# Secure Data Science on AWS

The most common security considerations for building secure data science projects in the cloud touch the areas of compute and network isolation, authentication and authorization, data encryption, artifact management, auditability, monitoring and governance.

In [4]:
import boto3

region = boto3.Session().region_name
session = boto3.session.Session()

ec2 = boto3.Session().client(service_name='ec2', region_name=region)
sm = boto3.Session().client(service_name='sagemaker', region_name=region)

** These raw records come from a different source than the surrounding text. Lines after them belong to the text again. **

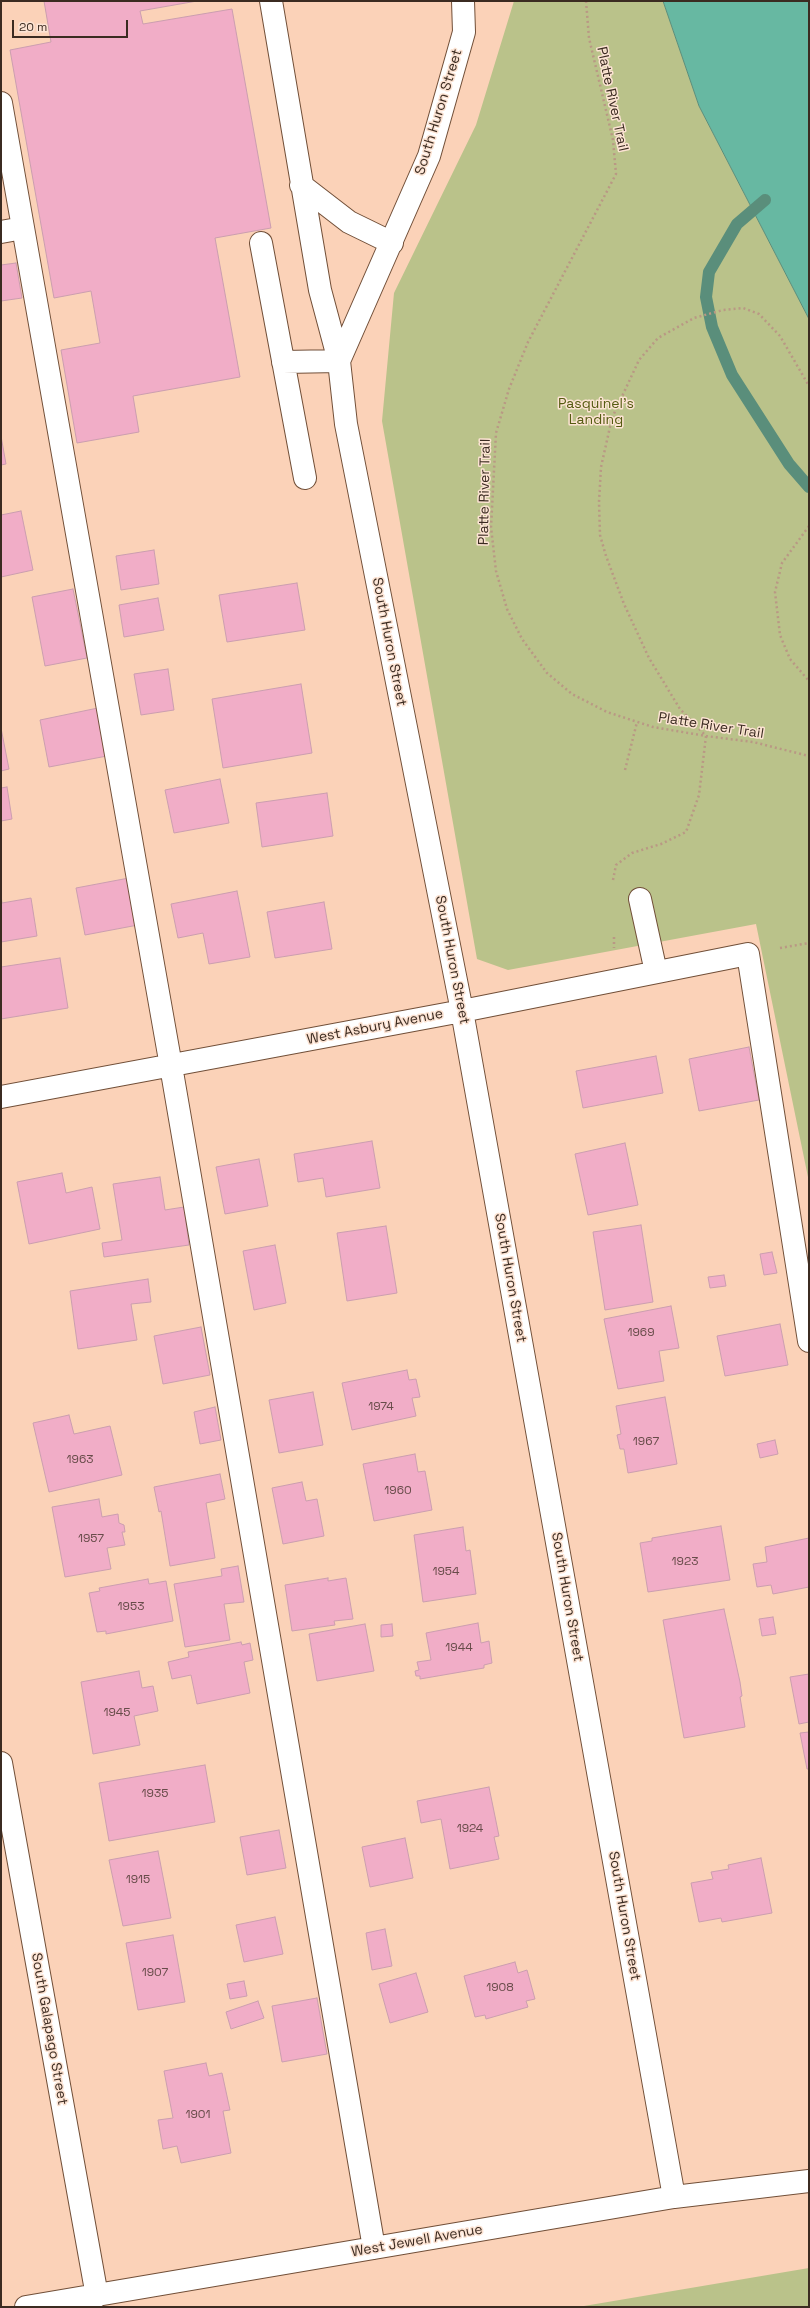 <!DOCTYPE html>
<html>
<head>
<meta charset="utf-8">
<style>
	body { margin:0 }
	#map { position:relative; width:810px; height:2308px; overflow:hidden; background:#fbd2b8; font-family:"Space Grotesk",sans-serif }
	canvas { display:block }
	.frame { position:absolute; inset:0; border:2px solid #3b2b21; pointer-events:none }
	.scale { position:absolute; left:12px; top:20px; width:116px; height:18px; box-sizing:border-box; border:2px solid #3b2b21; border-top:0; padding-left:5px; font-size:12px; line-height:14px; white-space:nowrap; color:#3b2b21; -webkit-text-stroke:3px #fce3d3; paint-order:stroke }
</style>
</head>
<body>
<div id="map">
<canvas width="810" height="2308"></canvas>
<div class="frame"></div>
<div class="scale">20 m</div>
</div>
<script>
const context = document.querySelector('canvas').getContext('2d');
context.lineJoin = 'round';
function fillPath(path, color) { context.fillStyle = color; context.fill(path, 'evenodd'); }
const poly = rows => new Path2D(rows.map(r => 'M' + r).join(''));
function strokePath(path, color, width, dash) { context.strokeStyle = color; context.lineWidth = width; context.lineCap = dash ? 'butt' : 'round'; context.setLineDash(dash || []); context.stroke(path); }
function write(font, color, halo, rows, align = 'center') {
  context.font = font + ' "Space Grotesk",sans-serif'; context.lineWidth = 3; context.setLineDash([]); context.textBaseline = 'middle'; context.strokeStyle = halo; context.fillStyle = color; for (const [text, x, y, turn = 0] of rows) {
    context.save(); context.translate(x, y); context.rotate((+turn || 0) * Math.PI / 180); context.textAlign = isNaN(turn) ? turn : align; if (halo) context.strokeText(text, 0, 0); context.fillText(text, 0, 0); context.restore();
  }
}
fillPath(poly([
	[514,1,663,1,699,106,809,319,809,1182,756,924,508,970,477,959,382,421,394,293,476,125],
	[809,2268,809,2307,578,2307]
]), '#bac28a');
const water = poly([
	[663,1,809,1,809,319,699,106,663,1]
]);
fillPath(water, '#67b8a2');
strokePath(water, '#5a8e7b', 1);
strokePath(poly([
	[765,200,737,224,709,272,706,297,712,327,732,375,789,464,809,487]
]), '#5a8e7b', 12);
const building = poly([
	[44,1,197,1,140,11,143,24,232,9,271,228,215,238,240,377,133,396,139,432,77,443,61,350,100,343,91,291,54,298,10,50,51,42,44,1],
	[16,263,22,298,1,301,1,265,16,263],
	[1,436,6,464,1,465,1,436],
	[21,511,33,570,1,577,1,515,21,511],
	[154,550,159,584,121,590,116,556,154,550],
	[297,583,305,630,227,642,219,595,297,583],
	[73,589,87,658,45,666,32,597,73,589],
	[158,598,164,630,124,637,119,605,158,598],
	[168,669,174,710,141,715,134,674,168,669],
	[301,684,312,753,223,768,212,699,301,684],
	[98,708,107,756,49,767,40,720,98,708],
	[1,728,9,769,1,771,1,728],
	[220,779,229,823,174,833,165,790,220,779],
	[7,787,12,819,1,821,1,788,7,787],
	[327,793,333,836,262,847,256,803,327,793],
	[129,878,138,925,85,935,76,888,129,878],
	[237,891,250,957,209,964,203,933,178,938,171,904,237,891],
	[1,895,2,903,31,898,37,936,1,942,1,895],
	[324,902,332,949,275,958,267,912,324,902],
	[60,958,68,1008,1,1019,1,967,60,958],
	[749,1047,759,1100,699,1111,689,1059,749,1047],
	[656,1056,663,1093,583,1108,576,1071,656,1056],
	[372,1141,380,1188,326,1197,323,1178,298,1182,294,1154,372,1141],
	[625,1143,638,1205,588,1215,575,1154,625,1143],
	[259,1159,268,1206,225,1214,216,1167,259,1159],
	[62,1173,66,1193,92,1187,100,1229,29,1244,17,1182,62,1173],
	[160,1177,165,1210,184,1207,189,1245,104,1257,102,1243,122,1240,113,1184,160,1177],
	[641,1225,653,1302,605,1310,593,1232,641,1225],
	[386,1226,397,1293,347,1301,337,1233,386,1226],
	[275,1245,286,1303,254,1310,243,1251,275,1245],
	[772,1252,777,1273,764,1275,760,1254,772,1252],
	[724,1275,726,1286,710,1288,708,1277,724,1275],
	[148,1279,151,1302,131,1304,137,1340,78,1349,70,1291,148,1279],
	[671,1306,679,1348,659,1351,664,1381,618,1389,604,1319,671,1306],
	[780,1324,788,1365,725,1376,717,1336,780,1324],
	[201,1327,210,1375,163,1384,154,1336,201,1327],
	[407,1370,409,1380,416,1379,420,1397,412,1398,416,1416,352,1430,342,1383,407,1370],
	[313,1392,323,1445,279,1453,269,1400,313,1392],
	[665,1397,677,1464,628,1473,624,1449,620,1449,617,1435,621,1434,616,1406,665,1397],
	[215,1407,221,1440,200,1444,194,1412,215,1407],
	[69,1415,74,1434,110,1426,122,1475,49,1492,33,1423,69,1415],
	[775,1440,778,1454,760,1458,757,1444,775,1440],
	[415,1454,418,1472,425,1471,432,1510,374,1521,363,1464,415,1454],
	[220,1474,225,1499,206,1503,215,1558,170,1566,161,1511,159,1512,154,1487,220,1474],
	[302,1482,306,1501,317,1499,324,1536,283,1544,272,1488,302,1482],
	[99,1499,102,1517,118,1514,119,1523,124,1525,125,1532,122,1532,125,1545,107,1548,111,1569,65,1577,52,1507,99,1499],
	[721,1526,730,1580,648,1592,640,1543,652,1541,652,1538,721,1526],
	[463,1527,466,1551,470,1550,476,1594,423,1602,414,1535,463,1527],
	[809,1538,809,1587,773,1594,771,1585,757,1587,753,1564,767,1562,765,1547,809,1538],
	[238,1566,244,1602,224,1604,230,1640,185,1647,174,1584,222,1576,221,1569,238,1566],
	[328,1578,328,1581,346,1578,353,1619,334,1621,335,1625,292,1631,285,1585,328,1578],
	[148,1579,149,1584,166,1581,173,1621,106,1634,106,1631,97,1632,89,1593,100,1591,99,1588,148,1579],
	[724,1609,740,1682,742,1696,740,1697,745,1727,684,1738,663,1620,724,1609],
	[773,1617,776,1634,762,1636,759,1619,773,1617],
	[478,1623,481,1643,489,1641,492,1663,484,1665,484,1668,420,1679,420,1676,416,1676,415,1671,419,1670,417,1662,431,1660,426,1633,478,1623],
	[365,1624,374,1671,317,1681,309,1634,365,1624],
	[392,1624,393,1636,381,1637,381,1625,392,1624],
	[241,1642,242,1645,250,1643,253,1660,244,1662,250,1693,197,1704,191,1675,172,1679,168,1662,189,1657,188,1652,241,1642],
	[139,1671,142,1688,153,1686,158,1711,134,1716,140,1745,93,1754,81,1682,139,1671],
	[809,1674,809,1722,799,1724,790,1677,809,1674],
	[809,1732,809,1769,807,1769,800,1733,809,1732],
	[205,1765,215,1822,109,1841,99,1783,205,1765],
	[489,1787,499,1836,494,1837,499,1859,450,1869,441,1819,421,1823,417,1801,489,1787],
	[279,1830,286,1868,247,1875,240,1837,279,1830],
	[405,1838,413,1878,370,1887,362,1847,405,1838],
	[158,1851,171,1918,123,1926,109,1860,158,1851],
	[761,1858,772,1913,722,1922,721,1918,699,1922,691,1883,713,1879,711,1872,729,1869,728,1865,761,1858],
	[275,1917,283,1954,244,1962,236,1925,275,1917],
	[385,1929,392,1966,372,1970,366,1933,385,1929],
	[173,1935,185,2002,138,2010,126,1943,173,1935],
	[515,1962,518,1973,527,1970,535,1999,526,2001,528,2007,486,2019,485,2015,475,2017,464,1976,515,1962],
	[416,1973,428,2012,390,2023,379,1984,416,1973],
	[244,1981,247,1996,230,1999,227,1984,244,1981],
	[317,1998,327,2054,282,2062,272,2006,317,1998],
	[258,2001,264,2018,231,2029,226,2012,258,2001],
	[206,2063,209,2076,222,2073,230,2110,223,2111,231,2153,181,2163,177,2146,163,2149,158,2120,173,2118,164,2071,206,2063]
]);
fillPath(building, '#f1adc7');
strokePath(building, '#cb9eaf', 1);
const minor = poly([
	[271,1,320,290,339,361,283,362],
	[463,1,464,32,429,156,339,361,346,424,462,1011,674,2197],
	[1,103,171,1066,374,2248],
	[301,185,349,222,392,243],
	[1,232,23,228],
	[261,243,305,478],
	[640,899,656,972],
	[1,1097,462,1011,748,954,809,1341],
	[1,1763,97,2296],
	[26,2307,674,2197,809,2181]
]);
strokePath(minor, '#714f38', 24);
strokePath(poly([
	[586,1,589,38,613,140,616,174,528,342,509,389,496,433,491,527,496,571,507,609,522,639,547,673,572,694,607,712,653,727,706,736,753,742,809,756],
	[809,526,782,563,775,592,780,635,790,659,809,681],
	[625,770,637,722],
	[613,880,616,865,632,853,661,844,686,832,699,795,706,736,680,709,649,658,624,604,606,556,600,535,599,502,601,467,612,418,639,360,658,338,694,318,723,310,743,308,759,314,780,336,809,386],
	[614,937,614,948],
	[780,948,809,943]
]), '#b99884', 2.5, [2, 3]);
strokePath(minor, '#fff', 22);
write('12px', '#684c4a', null, [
	["1969",641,1333],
	["1974",381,1407],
	["1967",646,1442],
	["1963",80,1460],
	["1960",398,1491],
	["1957",91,1539],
	["1923",685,1562],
	["1954",446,1572],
	["1953",131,1607],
	["1944",459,1648],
	["1945",117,1713],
	["1935",155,1794],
	["1924",470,1829],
	["1915",138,1880],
	["1907",155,1973],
	["1908",500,1988],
	["1901",198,2115]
]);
write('14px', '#3b2b21', '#fce3d3', [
	["Platte River Trail",612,99,78],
	["South Huron Street",439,112,-73],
	["Platte River Trail",485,492,-89],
	["South Huron Street",389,642,79],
	["Platte River Trail",711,726,9],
	["South Huron Street",452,960,79],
	["West Asbury Avenue",375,1027,-11],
	["South Huron Street",510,1278,80],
	["South Huron Street",567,1597,80],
	["South Huron Street",624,1916,80],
	["South Galapago Street",49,2029,80],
	["West Jewell Avenue",417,2241,-10]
]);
write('14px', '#555b11', '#fce3d3', [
	["Pasquinel's",596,404],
	["Landing",596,420]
]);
</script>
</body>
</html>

## Retrieve the Notebook Instance Name

In [5]:
import json
notebook_instance_name = None

try:
    with open('/opt/ml/metadata/resource-metadata.json') as notebook_info:
        data = json.load(notebook_info)
        resource_arn = data['ResourceArn']
        region = resource_arn.split(':')[3]
        notebook_instance_name = data['ResourceName']
    print('Notebook Instance Name: {}'.format(notebook_instance_name))
except:
    print('+++++++++++++++++++++++++++++++++++++++++++++++++++++++++++')
    print('[ERROR]: COULD NOT RETRIEVE THE NOTEBOOK INSTANCE METADATA.')
    print('+++++++++++++++++++++++++++++++++++++++++++++++++++++++++++')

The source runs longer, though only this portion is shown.